Canadian businessman and politician (1845–1928)

MacCallum Grant (May 17, 1845 - February 23, 1928) was a Canadian businessman and the 12th Lieutenant Governor of Nova Scotia.

==Early life==
Born at Loyal Hill (in the area of Summerville) in Hants County, Nova Scotia, the son of John Nutting and Margaret (MacCallum) Grant, Grant was educated in Newport, Nova Scotia.

==Career==
He commenced his business career with S. A. White & Co, in 1873. He was a member of the firm Black Bros. Co. from 1875 to 1893. He then formed the firm Grant, Oxley & Company. Grant, Oxley & Company merged with Alfred J. Bell & Co. Ltd. in 1964 and still operates today under the name of Bell & Grant Insurance.
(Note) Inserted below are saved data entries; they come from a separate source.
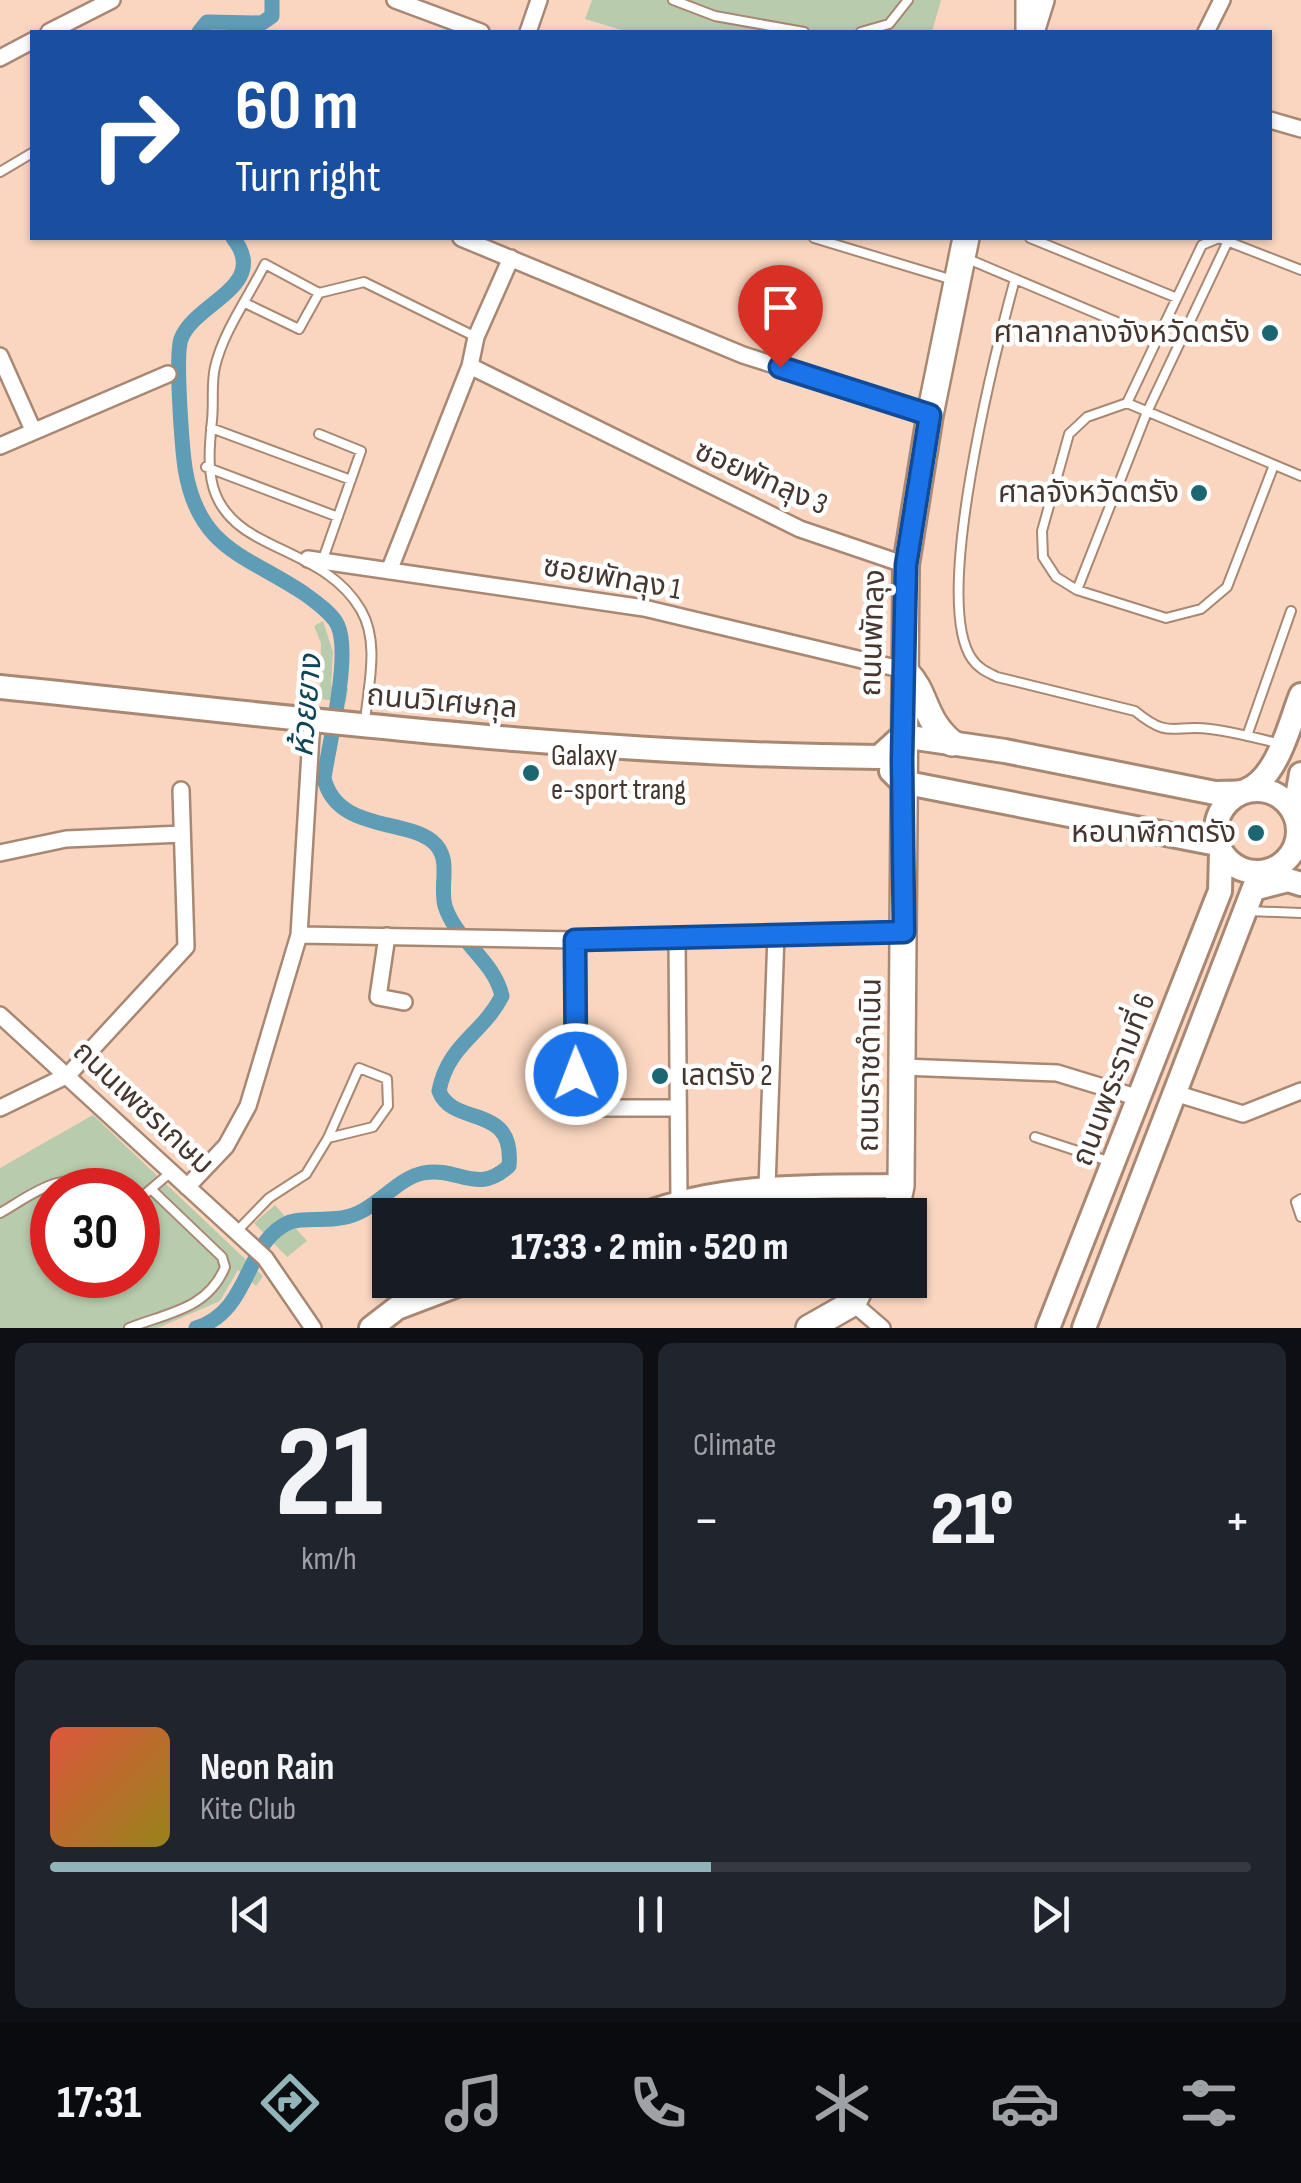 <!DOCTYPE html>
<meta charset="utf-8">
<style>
:root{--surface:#171b24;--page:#20242c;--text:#f1f3f6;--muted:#9ea1a6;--line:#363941;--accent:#91b4ba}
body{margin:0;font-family:"Sofia Sans Condensed","Noto Sans Thai",sans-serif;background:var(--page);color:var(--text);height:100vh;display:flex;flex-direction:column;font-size:38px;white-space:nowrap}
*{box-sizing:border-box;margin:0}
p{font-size:32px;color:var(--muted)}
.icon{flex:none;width:55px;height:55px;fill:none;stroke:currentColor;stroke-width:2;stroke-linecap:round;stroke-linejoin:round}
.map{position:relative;height:1328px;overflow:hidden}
.drawer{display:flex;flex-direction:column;gap:15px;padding:15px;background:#0d0f14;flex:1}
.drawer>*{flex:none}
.guide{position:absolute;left:30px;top:30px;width:1242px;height:210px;border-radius:0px;box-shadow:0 2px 8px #0004;background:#1a4fa0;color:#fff;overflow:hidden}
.speed{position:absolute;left:30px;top:1168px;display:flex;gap:20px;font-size:50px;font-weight:700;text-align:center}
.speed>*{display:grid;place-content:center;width:130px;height:130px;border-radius:50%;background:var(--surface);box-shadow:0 2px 8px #0004;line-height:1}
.speed .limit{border:15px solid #d22;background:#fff;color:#111}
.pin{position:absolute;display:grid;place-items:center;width:85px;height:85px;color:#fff;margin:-102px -42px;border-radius:50% 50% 50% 0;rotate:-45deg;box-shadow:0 0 10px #0007}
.pin .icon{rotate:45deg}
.me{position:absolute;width:110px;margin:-55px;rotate:359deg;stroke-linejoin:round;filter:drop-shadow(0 0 8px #0008)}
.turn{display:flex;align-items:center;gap:35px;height:210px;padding:0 40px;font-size:45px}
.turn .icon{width:130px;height:130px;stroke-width:2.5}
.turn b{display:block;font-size:70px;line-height:85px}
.big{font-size:75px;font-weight:800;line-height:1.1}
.drawer .card{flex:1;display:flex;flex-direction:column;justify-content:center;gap:15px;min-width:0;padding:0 35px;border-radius:15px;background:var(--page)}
.drawer .dial{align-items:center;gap:0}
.dial b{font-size:130px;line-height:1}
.song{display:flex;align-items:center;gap:30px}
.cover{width:120px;height:120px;border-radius:15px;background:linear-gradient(135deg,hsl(10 70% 55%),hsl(50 70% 35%))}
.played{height:10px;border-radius:5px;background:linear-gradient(90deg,var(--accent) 55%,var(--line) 55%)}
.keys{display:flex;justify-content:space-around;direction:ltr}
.heat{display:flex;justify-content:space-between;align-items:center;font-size:55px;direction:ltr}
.drawer .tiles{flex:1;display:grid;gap:15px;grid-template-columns:1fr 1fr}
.card:last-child{grid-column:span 2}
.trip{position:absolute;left:372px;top:1198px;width:555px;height:100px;border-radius:0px;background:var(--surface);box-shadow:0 2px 8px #0004;font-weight:800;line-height:100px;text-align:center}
.tab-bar{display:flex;height:160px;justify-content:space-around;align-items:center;background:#090b0e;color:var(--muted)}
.tab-bar .icon{width:70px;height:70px}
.tab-bar .active{color:var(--accent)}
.tab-bar b{font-size:45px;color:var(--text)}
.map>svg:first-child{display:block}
.green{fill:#b8cbac;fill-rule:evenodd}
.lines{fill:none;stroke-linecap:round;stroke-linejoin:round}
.canal{stroke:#5f9cb6;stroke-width:15}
.lane-casing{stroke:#a88873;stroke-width:12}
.street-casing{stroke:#a88873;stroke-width:20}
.secondary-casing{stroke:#a88873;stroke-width:28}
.primary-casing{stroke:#a88873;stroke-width:30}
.lane{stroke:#fff;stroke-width:8}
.street{stroke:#fff;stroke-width:15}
.secondary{stroke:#fff;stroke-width:22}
.primary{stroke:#fff;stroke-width:25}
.route-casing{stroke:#114b97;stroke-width:25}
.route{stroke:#1a73e8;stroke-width:18}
.poi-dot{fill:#1c6671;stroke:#fff;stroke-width:4}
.labels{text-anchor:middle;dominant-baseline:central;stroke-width:9;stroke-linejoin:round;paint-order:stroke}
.poi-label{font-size:30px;fill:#45372f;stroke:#fff;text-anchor:end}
.street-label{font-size:30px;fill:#45372f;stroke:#fff}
.water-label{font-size:32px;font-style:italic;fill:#104458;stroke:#fff}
</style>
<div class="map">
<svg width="1301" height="1328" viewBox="0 0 1301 1328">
<rect width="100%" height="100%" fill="#fad6c0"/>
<path class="green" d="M592,0H941L932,32H628L585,19Z
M323,621L333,652L331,686L348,688L346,702L320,699L321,643L314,626Z
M93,1115L263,1276L256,1286L238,1270L220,1301L158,1328H0V1168ZM52,1190H138V1275H52Z
M275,1205L307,1241L287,1257L254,1223Z"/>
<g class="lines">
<path class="canal" d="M199,32L207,22L262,23L272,16V0
M196,1328C252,1311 244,1241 290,1222C306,1216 334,1224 358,1213C381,1203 399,1178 423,1173C459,1166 476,1196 509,1166C515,1102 453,1128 439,1091C448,1044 482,1035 502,996C494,960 456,941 445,906C439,883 453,858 432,841C405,819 336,831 324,778C329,744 351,656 338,626C333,614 316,602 305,594C247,555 198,550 185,468C182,446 175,356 181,339C195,302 271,286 233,238"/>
<defs>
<path id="lane" d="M673,0L715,16L804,32
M861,32L889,24L908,0
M0,172L32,153
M814,238L953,280
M1030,238L1177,298
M968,259L1157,339
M1015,279C996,349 931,601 972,659C979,669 987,672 997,677L1135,711C1170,740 1173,724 1210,729C1234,732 1257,738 1281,744
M319,293L364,282L476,337
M245,303L299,329L319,293L265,264C249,296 223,332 215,367C211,384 214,403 212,420C207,470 205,509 257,537C295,558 337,569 361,610C380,643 368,686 365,722
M1127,403L1301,476
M211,428L351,480
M319,434L361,451L323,559
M1274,465L1227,587L1201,609L1166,618L1077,590L1056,577L1043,557L1042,531L1069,434L1087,417L1127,403L1202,245L1219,238L1301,270
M206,467L338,517
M1077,590L1147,412L1228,241
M1247,736L1291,611
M1249,911L1301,913
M1035,1137L1111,1162
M1301,1199L1296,1202L1301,1217
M138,1200L171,1172
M0,1213C27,1198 66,1165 96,1190
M236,1232L269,1198L306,1174L328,1138L359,1068L387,1079L388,1106L373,1127L328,1138
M129,1328C167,1313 208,1309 225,1267L222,1257L152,1190"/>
<path id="street" d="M395,0L481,32
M1024,0V29
M49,32L112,0
M528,32L539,0
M1206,32L1222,0
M0,58L32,41
M1270,120L1301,129
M461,238L743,355L930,415
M0,356L33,430
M470,366L800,529L906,565
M0,446L168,374
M308,559L644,608L904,670
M389,571L470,366L476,337L511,258
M0,853L66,839L182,834
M299,935L575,940L904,932
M387,936L378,997L404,1002
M677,938L679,1201
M575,940L577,1108H677
M0,1015L265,1258L313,1328
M903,1067L1057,1073L1139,1098
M1178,1094L1243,1114L1301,1091
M0,1108L68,1075L186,947L181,790
M187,1187L226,1146L248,1106L299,935L312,719
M767,1187L776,935
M853,1303L882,1328"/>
<path id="secondary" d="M0,687C292,717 585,755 879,757L902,736L1005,751L1215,793C1224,792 1239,794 1247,790C1278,777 1290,722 1301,695
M891,771L902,782L1217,844
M1216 831a41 41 0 1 1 82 0a41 41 0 1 1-82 0Z
M1294,814L1301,774
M1257,888L1288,880L1301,884
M642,1215C725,1183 813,1187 901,1186
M371,1328L397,1308L471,1280
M1048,1328L1220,891L1221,852
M1084,1328L1260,872"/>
<path id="primary" d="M1031,32L1041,0
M907,673C927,694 923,719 952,743
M895,1215L901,1186L906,565L930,415L966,238
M809,1328L853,1303L864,1280"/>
</defs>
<use href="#lane" class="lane-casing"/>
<use href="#street" class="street-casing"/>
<use href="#secondary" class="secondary-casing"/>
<use href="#primary" class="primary-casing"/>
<use href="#lane" class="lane"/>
<use href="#street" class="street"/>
<use href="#secondary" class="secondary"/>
<use href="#primary" class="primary"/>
</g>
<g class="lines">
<defs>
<path id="route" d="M576,1074L575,940L904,932L902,759L906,565L930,415L780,367"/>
</defs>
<use href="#route" class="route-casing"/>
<use href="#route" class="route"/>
</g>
<g class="poi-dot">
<circle cx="1270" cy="333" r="10"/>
<circle cx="1199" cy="493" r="10"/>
<circle cx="531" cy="773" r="10"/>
<circle cx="1256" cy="833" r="10"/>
<circle cx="660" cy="1076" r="10"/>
</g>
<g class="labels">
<g class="poi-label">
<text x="1250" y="333">ศาลากลางจังหวัดตรัง</text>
<text x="1179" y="493">ศาลจังหวัดตรัง</text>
<text x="551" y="756" text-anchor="start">Galaxy<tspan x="551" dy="34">e-sport trang</tspan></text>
<text x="1236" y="833">หอนาฬิกาตรัง</text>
<text x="680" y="1076" text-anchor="start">เลตรัง 2</text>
</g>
<g class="street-label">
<text transform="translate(761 478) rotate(24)">ซอยพัทลุง 3</text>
<text transform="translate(612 578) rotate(10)">ซอยพัทลุง 1</text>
<text transform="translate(873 633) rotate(-88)">ถนนพัทลุง</text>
<text transform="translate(442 702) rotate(5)">ถนนวิเศษกุล</text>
<text transform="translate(870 1065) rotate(-89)">ถนนราชดำเนิน</text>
<text transform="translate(1114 1080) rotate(-69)">ถนนพระรามที่ 6</text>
<text transform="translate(143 1108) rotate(43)">ถนนเพชรเกษม</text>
</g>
<g class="water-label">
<text transform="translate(307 706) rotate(-85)">ห้วยยาง</text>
</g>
</g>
</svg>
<div class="speed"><div class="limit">30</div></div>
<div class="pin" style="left:780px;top:367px;background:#d93025"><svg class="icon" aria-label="arrive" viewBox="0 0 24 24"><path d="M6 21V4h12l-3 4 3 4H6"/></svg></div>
<svg class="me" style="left:576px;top:1074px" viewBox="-20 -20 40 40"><circle r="17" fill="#1a73e8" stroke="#fff" stroke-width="3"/><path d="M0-11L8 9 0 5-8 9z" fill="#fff"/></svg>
<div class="trip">17:33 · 2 min · 520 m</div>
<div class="guide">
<div class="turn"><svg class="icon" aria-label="right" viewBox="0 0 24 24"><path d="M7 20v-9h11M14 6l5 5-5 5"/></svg><div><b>60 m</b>Turn right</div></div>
</div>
</div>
<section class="drawer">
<div class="tiles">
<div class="card dial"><b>21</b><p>km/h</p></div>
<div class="card"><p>Climate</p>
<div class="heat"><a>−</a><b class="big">21°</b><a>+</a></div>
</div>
<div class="card">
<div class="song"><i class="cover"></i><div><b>Neon Rain</b><p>Kite Club</p></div></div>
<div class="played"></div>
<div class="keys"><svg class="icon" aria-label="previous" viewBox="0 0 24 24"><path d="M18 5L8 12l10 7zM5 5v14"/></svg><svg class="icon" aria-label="pause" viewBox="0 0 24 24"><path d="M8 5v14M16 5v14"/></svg><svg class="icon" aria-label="next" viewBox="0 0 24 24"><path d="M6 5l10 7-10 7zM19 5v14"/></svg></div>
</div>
</div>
</section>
<nav class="tab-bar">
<b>17:31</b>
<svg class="icon active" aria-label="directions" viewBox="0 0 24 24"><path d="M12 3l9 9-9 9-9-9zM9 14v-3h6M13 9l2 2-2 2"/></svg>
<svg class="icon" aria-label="music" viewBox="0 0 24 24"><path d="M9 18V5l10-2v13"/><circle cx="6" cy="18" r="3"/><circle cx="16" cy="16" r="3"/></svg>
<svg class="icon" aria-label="phone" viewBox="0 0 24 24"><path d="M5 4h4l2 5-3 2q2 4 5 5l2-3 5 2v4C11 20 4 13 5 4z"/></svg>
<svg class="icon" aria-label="climate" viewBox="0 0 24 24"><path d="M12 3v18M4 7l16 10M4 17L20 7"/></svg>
<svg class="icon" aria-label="car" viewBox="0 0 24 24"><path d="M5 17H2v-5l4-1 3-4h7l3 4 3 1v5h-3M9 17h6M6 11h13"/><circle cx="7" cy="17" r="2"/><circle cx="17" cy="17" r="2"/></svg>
<svg class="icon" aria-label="filters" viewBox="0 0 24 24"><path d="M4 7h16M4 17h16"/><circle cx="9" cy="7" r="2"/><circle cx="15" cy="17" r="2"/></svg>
</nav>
In 1899 he was appointed as Imperial Consul of Germany in Halifax. From 1916 to 1925, he served as Lieutenant Governor of Nova Scotia. He was Lieutenant Governor (Canada) at the time of the Halifax Explosion. During the 1919 visit to Nova Scotia by Edward VIII as Prince of Wales, Grant hosted the royal party at Government House (Nova Scotia).

==Personal life==
He married Laura MacNeill Parker (a daughter of Daniel McNeill Parker) in 1887. They had five children:

- Eric MacNeill Grant - born 1889;
- Captain Dr. Gerald Wallace Grant, MC, MB, CH - born 1890;
- Margaret Frances MacNeill Grant - born 1893 (on 17 July 1918 married Arthur William La Touche Bisset);
- Captain (N) John Moreau Grant, CBE - born 1895;
- Major Grainger Stewart Grant, MC - born 1897;
- Vice Admiral Harold Taylor Wood Grant - born 1899;

He died in Halifax in 1928.

===Honours and legacy===
He received honorary degrees from Acadia University (LL.D.) in 1919 and from the University of King's College (D.C.L.) in 1921.

A portrait of the Honourable MacCallum Grant by Henry Harris Brown was donated to the Art Gallery of Nova Scotia in 2006 by Grant's granddaughter, Margaret H. Grant. The portrait was unveiled by the 30th Lieutenant Governor of Nova Scotia, the Honourable Myra Freeman. The portrait is on loan to Government House (Nova Scotia) and can be viewed there in the ballroom.